Aunque resultaba casi imposible caminar por las calles, ahora prácticamente desempedradas, Gabriella —más resignada que decidida— prosiguió su ascenso. Convencida de que había aún esperanzas de encontrar a Federico, se movía con una fuerza increíble.
En tiempos de paz, con ese abrigo raído, que apenas alcanzaba para cubrir a medias su vientre hinchado —y que el soplo de las montañas se empeñaba en abrirle, como queriendo burlarse de su gravidez—, con esa cara demacrada por las secuelas de la mala noche, con ese pelo enredado que evidenciaba la prisa con que había resuelto salir de su apartamento, con esa rodilla maltrecha, cualquiera la habría confundido con una de esas locas...
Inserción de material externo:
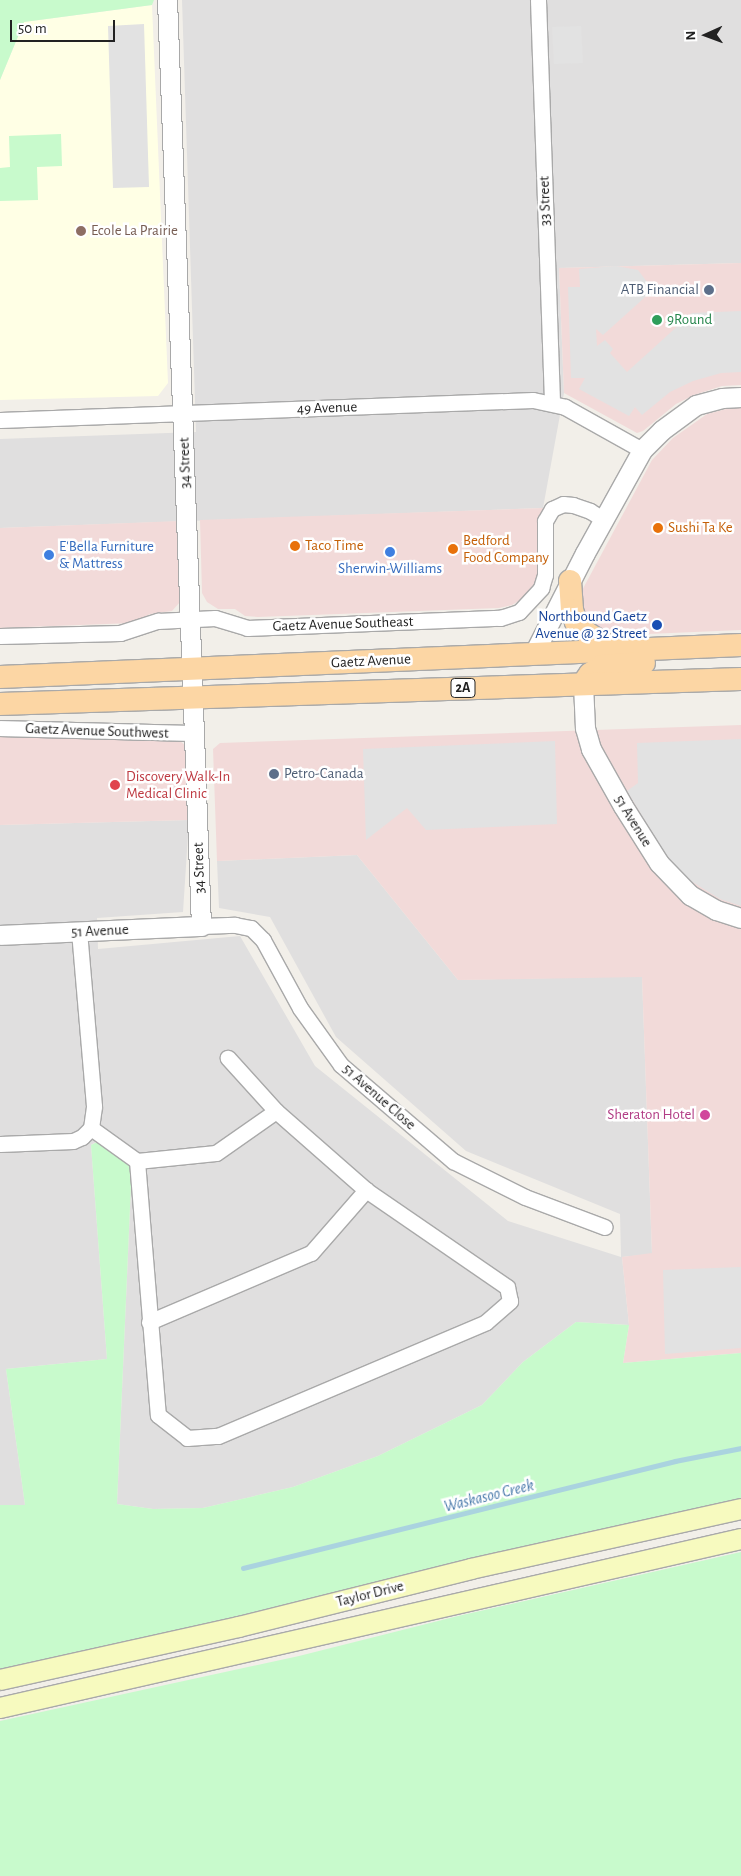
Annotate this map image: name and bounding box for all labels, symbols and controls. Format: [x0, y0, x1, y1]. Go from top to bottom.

Arriba, en el puente —al tiempo que intentaba alejar de sí esos moscos diminutos que se empeñaban en seguirla— permaneció unos minutos contemplando las aguas negras que transportaban a cuestas la basura que bajaba de los cerros. Y por primera vez no sintió horror cuando descubrió que una rata mordisqueaba sus zapatos, sino una especie de solidaridad irracional que le sirvió para consolarse.
Cuando al fin arribó al hospedaje, Gabriella fue incapaz de entrar. Se quedó allí, plantada, debajo del arco que servía de paradero de autobuses, tratando de sacar de su rostro el agua que le escurría por las mejillas —acumulada por el efecto sumado del sudor del esfuerzo, de la llovizna que se había desgranado unos minutos antes y de las lágrimas que ya no pudo contener. Al rato, una pareja de gitanos salió del hospedaje. El chirrido que se produjo con el vaivén de la puerta —y que resonó para Gabriella como el llanto de un recién nacido— la indujo a entrar, estremecida por lo que, creyó, era un signo de la proximidad del parto.